(Problem to work on):
Your answer should consist of the lines below that hold the word "Free".

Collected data
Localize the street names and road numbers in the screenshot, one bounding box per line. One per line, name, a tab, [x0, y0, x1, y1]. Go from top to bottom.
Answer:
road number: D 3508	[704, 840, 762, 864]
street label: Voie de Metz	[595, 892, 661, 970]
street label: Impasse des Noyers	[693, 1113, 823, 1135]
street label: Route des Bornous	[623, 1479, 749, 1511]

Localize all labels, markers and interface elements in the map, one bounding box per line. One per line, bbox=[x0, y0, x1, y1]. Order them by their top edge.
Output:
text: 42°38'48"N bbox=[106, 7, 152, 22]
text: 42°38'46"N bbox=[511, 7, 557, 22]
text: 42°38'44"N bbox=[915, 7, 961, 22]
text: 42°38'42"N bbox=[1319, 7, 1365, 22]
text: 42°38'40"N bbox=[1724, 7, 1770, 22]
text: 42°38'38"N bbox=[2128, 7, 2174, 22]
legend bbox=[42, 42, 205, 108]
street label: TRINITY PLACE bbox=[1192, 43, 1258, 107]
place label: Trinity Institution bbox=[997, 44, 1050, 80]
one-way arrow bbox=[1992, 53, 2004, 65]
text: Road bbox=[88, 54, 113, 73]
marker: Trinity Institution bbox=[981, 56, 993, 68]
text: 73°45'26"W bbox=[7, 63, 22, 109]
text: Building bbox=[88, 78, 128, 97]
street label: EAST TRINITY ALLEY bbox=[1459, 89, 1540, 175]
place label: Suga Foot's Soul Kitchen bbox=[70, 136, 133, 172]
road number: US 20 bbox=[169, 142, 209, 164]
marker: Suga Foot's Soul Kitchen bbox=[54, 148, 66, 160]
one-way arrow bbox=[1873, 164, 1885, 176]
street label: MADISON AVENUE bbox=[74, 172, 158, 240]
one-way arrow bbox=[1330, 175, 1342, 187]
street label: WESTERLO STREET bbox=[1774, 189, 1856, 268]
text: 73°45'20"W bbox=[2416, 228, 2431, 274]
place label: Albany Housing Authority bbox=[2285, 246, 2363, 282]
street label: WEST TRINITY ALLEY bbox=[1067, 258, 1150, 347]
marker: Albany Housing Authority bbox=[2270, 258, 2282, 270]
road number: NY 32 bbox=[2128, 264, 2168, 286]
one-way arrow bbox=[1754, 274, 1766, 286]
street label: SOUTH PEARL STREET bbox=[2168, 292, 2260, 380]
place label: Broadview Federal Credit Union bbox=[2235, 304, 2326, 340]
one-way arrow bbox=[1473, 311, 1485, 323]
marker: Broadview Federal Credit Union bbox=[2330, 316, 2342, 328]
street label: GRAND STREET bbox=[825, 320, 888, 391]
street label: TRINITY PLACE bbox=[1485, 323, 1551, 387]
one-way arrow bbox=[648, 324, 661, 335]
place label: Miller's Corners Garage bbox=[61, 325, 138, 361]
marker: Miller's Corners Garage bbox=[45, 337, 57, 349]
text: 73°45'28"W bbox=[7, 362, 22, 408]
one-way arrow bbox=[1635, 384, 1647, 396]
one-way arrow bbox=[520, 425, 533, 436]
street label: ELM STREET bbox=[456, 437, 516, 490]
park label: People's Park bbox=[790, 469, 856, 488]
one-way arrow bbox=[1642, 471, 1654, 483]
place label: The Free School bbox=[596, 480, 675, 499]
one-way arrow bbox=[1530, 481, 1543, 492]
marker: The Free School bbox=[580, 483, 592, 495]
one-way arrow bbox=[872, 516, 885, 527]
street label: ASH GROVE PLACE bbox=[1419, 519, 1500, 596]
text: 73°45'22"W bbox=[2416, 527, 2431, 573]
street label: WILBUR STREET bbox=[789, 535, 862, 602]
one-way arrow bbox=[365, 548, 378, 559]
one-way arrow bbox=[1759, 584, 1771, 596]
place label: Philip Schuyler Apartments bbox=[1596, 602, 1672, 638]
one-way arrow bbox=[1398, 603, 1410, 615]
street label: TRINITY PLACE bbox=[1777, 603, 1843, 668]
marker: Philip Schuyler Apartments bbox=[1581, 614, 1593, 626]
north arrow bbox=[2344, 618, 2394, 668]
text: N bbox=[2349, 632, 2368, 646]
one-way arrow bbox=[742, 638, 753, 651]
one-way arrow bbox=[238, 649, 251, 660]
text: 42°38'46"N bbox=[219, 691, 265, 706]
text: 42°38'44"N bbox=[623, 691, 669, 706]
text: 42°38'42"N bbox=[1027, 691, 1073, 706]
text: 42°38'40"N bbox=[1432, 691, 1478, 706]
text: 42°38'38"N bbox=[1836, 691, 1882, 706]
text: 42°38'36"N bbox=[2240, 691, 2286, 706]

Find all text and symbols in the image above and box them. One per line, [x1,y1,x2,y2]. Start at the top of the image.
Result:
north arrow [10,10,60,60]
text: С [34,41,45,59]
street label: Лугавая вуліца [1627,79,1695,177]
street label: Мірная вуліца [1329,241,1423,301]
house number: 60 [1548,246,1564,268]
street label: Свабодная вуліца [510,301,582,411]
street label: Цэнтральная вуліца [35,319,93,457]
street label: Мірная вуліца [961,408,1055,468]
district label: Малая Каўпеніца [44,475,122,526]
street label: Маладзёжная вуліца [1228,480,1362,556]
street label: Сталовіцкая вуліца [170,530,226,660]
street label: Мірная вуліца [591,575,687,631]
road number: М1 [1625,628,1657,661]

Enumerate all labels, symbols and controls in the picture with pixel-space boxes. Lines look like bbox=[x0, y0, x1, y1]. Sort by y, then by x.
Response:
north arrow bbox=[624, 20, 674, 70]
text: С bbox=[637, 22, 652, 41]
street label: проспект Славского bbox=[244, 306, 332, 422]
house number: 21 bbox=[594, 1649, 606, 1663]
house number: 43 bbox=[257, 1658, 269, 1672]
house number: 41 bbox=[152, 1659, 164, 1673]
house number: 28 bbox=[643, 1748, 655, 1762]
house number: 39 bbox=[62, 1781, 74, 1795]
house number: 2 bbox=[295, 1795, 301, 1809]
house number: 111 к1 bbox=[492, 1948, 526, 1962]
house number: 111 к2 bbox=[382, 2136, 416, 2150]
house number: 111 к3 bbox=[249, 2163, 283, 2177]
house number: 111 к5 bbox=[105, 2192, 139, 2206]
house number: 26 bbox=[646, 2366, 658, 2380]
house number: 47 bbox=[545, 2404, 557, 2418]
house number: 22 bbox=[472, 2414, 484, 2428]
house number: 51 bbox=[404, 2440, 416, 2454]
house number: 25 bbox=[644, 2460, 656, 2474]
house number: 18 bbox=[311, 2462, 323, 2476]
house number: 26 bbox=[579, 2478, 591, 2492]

(Written solution):
place label: The Free School bbox=[596, 480, 675, 499]
marker: The Free School bbox=[580, 483, 592, 495]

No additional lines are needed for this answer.